The comparison above demonstrates PathFinder's key advantages:

**Accuracy vs Complexity Trade-off:**
- Using only 8-13 features (73-57% reduction), PathFinder achieves 96-98% accuracy
- Comparable to using all 30 features (98% accuracy) with much simpler models
- Simpler models → faster inference, better interpretability, reduced overfitting risk

**Correlation Control:**
- PathFinder guarantees max correlation below threshold (0.48-0.70)
- All features: max correlation = 0.998 (severe multicollinearity!)
- Random selection: mean max correlation = 0.92 (still highly correlated)
- Lower correlation → more independent features → better model generalization

**Efficiency:**
- PathFinder finds optimal sets in milliseconds
- Brute force tried 1000 random combinations (took 1.5s) and still had worse correlation control
- For larger problems, brute force becomes computationally infeasible

**Threshold Selection:**
- Lower threshold (0.5): Fewer features, stricter decorrelation
- Higher threshold (0.7): More features, balanced performance
- Choose based on your needs: simplicity vs accuracy

**Key Insight:** PathFinder doesn't just randomly select features - it intelligently finds combinations that are both high-value (high weights) and minimally correlated (below threshold), which is exactly what you want for robust machine learning models.

---

# Example 2: Particle Physics Signal Region Combination

This example demonstrates PathFinder's original use case: combining particle physics signal regions while respecting overlap constraints.

In [None]:
# Signal region overlaps (from Monte Carlo simulation)
n_regions = 50
overlap_matrix = np.random.rand(n_regions, n_regions)
overlap_matrix = (overlap_matrix + overlap_matrix.T) / 2
np.fill_diagonal(overlap_matrix, 0)

# Expected signal significance per region
expected_significance = np.random.exponential(2.0, n_regions)

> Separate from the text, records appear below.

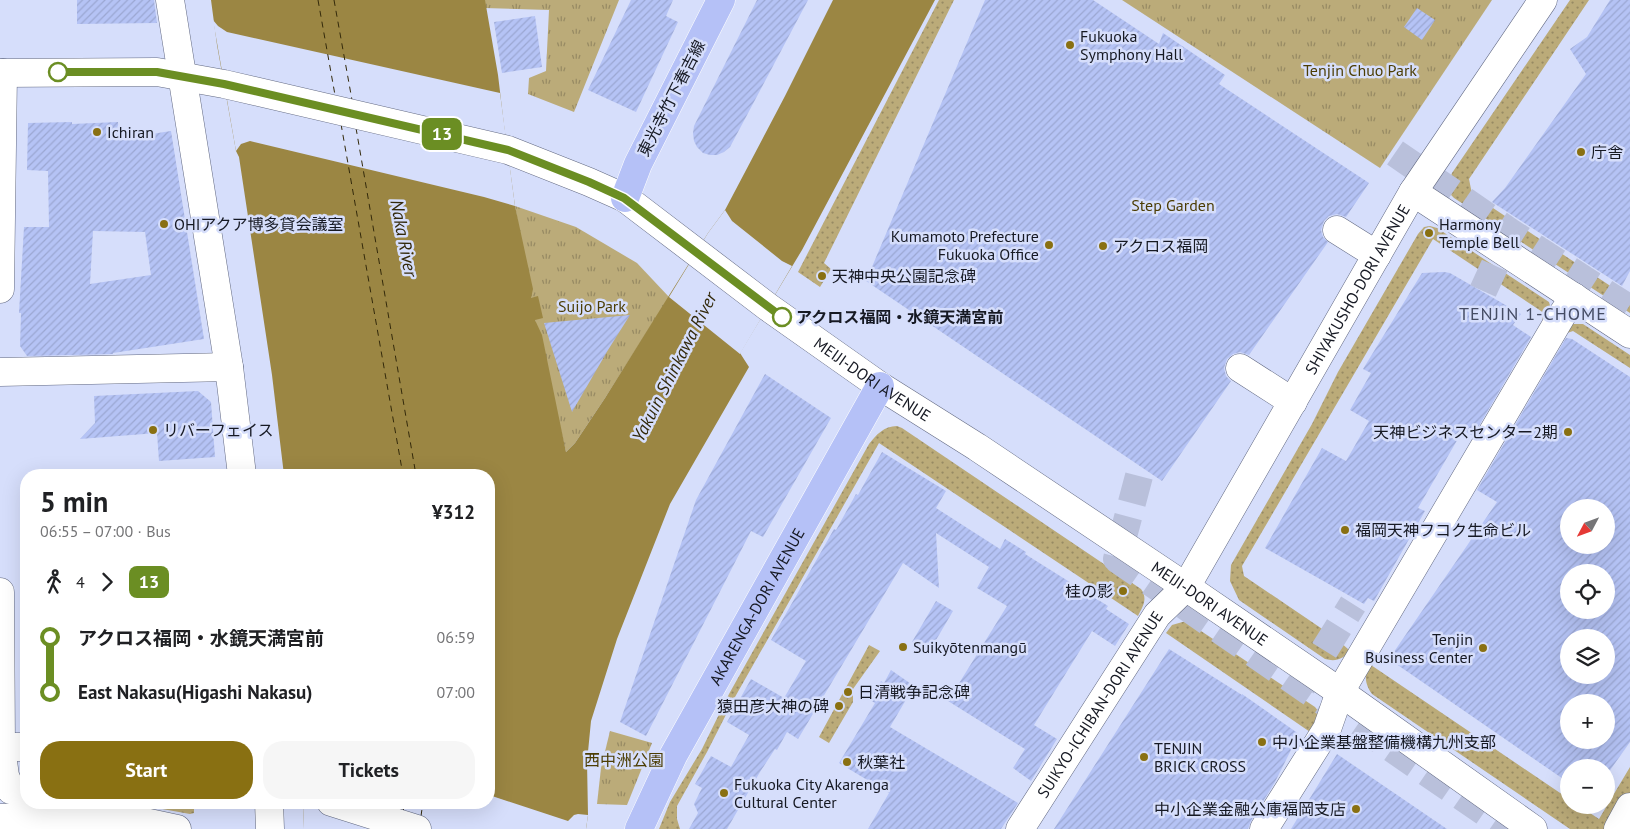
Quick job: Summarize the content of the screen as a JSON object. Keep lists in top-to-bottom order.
{
  "streets": {
    "main road": ["東光寺竹下春吉線", "AKARENGA-DORI AVENUE"],
    "street": ["SHIYAKUSHO-DORI AVENUE", "MEIJI-DORI AVENUE", "SUIKYO-ICHIBAN-DORI AVENUE"]
  },
  "crossings": [
    ["東光寺竹下春吉線", "MEIJI-DORI AVENUE"],
    ["SHIYAKUSHO-DORI AVENUE", "MEIJI-DORI AVENUE"],
    ["SHIYAKUSHO-DORI AVENUE", "SUIKYO-ICHIBAN-DORI AVENUE"],
    ["MEIJI-DORI AVENUE", "AKARENGA-DORI AVENUE"],
    ["MEIJI-DORI AVENUE", "SUIKYO-ICHIBAN-DORI AVENUE"]
  ],
  "districts": ["TENJIN 1-CHOME"],
  "water": ["Naka River", "Yakuin Shinkawa River"],
  "parks": [
    "Tenjin Chuo Park",
    "Step Garden",
    "Suijo Park",
    "西中洲公園"
  ],
  "places": [
    "Fukuoka Symphony Hall",
    "Ichiran",
    "庁舎",
    "OHIアクア博多貸会議室",
    "Harmony Temple Bell",
    "Kumamoto Prefecture Fukuoka Office",
    "アクロス福岡",
    "天神中央公園記念碑",
    "アクロス福岡・水鏡天満宮前",
    "リバーフェイス",
    "天神ビジネスセンター2期",
    "福岡天神フコク生命ビル",
    "桂の影",
    "Suikyōtenmangū",
    "Tenjin Business Center",
    "日清戦争記念碑",
    "猿田彦大神の碑",
    "中小企業基盤整備機構九州支部",
    "TENJIN BRICK CROSS",
    "秋葉社",
    "Fukuoka City Akarenga Cultural Center",
    "中小企業金融公庫福岡支店"
  ],
  "lines": ["bus line 13"],
  "north": "bottom left",
  "page": {
    "on_map": "13",
    "heading": ["5 min", "06:55 – 07:00 · Bus", "¥312"],
    "map_buttons": ["+", "−"],
    "legs": ["4", "13"],
    "list": [
      {
        "name": "アクロス福岡・水鏡天満宮前",
        "value": "06:59"
      },
      {
        "name": "East Nakasu(Higashi Nakasu)",
        "value": "07:00"
      }
    ],
    "buttons": ["Start", "Tickets"]
  }
}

# Find non-overlapping regions maximising combined significance
results = pf.find_best_combinations(
    matrix=overlap_matrix,
    weights=expected_significance,
    threshold=0.1,  # Max 10% overlap
    top=5,
    runs=10  # Only search from top 10 regions
)

print(f"Optimal signal regions: {results.get_paths[0]}")
print(f"Combined significance: {results.get_weights[0]:.2f}σ")
print(f"\nNumber of regions in combination: {len(results.get_paths[0])}")
print(f"\nTop 5 combinations:")
for i, (path, weight) in enumerate(zip(results.get_paths, results.get_weights), 1):
    print(f"{i}. Regions {path}: {weight:.2f}σ (n={len(path)})")

---

# Example 3: Visualisation

PathFinder includes visualisation tools to help understand the Binary Acceptance Matrix and the found paths.

In [None]:
# Create a smaller example for better visualisation
np.random.seed(100)  # Set seed for reproducible visualization with multiple paths
n = 15
corr_matrix = np.random.rand(n, n)
corr_matrix = (corr_matrix + corr_matrix.T) / 2
np.fill_diagonal(corr_matrix, 0)
feature_weights = np.random.rand(n)

# Create and solve problem
bam = pf.BinaryAcceptance(corr_matrix, weights=feature_weights, threshold=0.5)
whdfs = pf.WHDFS(bam, top=5)  # Automatic sorseting for optimal performance
whdfs.find_paths(verbose=False)

# Close any existing plots to ensure clean rendering
plt.close('all')

# Plot BAM with overlaid results
# The plot function automatically handles the sorted/original index space correctly
fig, ax = plot_results.plot(bam, whdfs, size=12)
plt.title('Binary Acceptance Matrix with Top 5 Paths')
plt.tight_layout()
plt.show()

# Access results in original index space
print(f"\nBest path (original indices): {whdfs.get_paths[0]}")
print(f"Weight: {whdfs.get_weights[0]:.3f}")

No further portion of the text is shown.